This baked rotisserie chicken is mind blowing delicious. It is double brined; so it takes two days of preparation before you serve it but the steps are simple.
The chicken is so juicy and the skin is so crispy - it's addicting actually. Note: You may want to do two chickens.
If you want to serve this is on Saturday, start with the first brine on Thursday and the secone brine on Friday.
1 whole chicken, brined two days before*
1/4 cup oil
1/4 cup vinegar
Mix oil and vinegar together. Mash the garlic and add to the vinegar oil mixture. Add the remaining ingredients and mix well.
Place the chicken in a large ziploc bag and pour the seasoning mixture over it and be certain the marinade is covering the chicken completley. Seal and let marinade overnight in the refrigerator.
PREHEAT oven to 400 degrees.
The next day remove from the marinade the place chicken breast up in a roasting pan.
At this point you may quarter potatoes and put in the bottom of the pan and place the chicken on top of the potatoes.

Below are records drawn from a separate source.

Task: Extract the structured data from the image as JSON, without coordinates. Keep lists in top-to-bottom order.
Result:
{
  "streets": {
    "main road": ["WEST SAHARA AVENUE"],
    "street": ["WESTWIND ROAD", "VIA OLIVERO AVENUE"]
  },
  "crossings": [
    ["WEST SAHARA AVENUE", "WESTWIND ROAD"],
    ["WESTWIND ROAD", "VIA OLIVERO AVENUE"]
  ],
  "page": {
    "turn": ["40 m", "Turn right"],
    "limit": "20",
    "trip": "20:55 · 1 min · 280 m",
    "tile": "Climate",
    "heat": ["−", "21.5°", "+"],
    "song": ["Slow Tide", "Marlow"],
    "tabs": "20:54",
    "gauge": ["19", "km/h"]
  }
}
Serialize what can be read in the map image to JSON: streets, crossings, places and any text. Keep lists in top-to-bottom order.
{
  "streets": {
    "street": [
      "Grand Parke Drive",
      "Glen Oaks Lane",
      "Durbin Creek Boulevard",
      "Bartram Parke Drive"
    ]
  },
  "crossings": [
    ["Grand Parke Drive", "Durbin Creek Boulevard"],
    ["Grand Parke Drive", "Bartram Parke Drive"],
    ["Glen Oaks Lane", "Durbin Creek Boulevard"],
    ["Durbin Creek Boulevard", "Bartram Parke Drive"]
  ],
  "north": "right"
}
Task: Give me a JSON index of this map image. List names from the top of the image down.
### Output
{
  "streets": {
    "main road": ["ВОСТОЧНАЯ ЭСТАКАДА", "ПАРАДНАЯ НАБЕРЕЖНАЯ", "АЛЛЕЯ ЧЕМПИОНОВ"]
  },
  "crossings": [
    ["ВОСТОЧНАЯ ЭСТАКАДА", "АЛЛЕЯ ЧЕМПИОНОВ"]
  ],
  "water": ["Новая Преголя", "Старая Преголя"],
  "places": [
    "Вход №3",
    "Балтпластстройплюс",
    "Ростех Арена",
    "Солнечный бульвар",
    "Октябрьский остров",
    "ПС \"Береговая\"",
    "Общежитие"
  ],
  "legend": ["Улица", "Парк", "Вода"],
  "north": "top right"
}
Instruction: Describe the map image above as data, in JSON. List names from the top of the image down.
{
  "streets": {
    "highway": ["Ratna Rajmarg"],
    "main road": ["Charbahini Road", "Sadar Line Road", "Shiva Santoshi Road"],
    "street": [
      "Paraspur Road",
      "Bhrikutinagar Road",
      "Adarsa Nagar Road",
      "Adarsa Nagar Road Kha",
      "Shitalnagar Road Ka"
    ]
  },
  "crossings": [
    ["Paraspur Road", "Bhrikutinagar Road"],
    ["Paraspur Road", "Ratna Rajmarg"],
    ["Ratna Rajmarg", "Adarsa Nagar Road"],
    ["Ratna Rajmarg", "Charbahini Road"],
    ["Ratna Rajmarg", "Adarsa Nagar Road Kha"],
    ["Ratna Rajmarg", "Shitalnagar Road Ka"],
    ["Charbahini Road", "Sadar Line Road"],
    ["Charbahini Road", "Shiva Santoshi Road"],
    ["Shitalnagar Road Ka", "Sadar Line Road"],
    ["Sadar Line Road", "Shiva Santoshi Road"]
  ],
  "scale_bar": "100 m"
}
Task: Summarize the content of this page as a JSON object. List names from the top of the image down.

Once the chicken is in the oven, lower the temperature to 350 degrees and bake until chicken reaches 160 degrees.
If the skin is getting too dark, just loosely cover with foil as it continues to cook.
Remove from the oven and let sit 10 minutes before carving. Top with freshly chopped mint or parsley before serving.
*How to Brine a Chicken
one gallon warm water
3/4 cup kosher salt
1/2 cup white granulated sugar
1 tsp garlic powder
Add the cleaned chicken to a large stock pot and cover completely with water. Add the remaining ingredients and bring to a boil. Remove from the stove and let cool completely in a bath of ice water in the refrigerator for 12-24 hours. Flip approximately half way through brining.
The next day rinse the chicken well and pat dry.
I think the first brine is essential and request you try it when making this the first time. This is where the juiciness and crispiness comes from.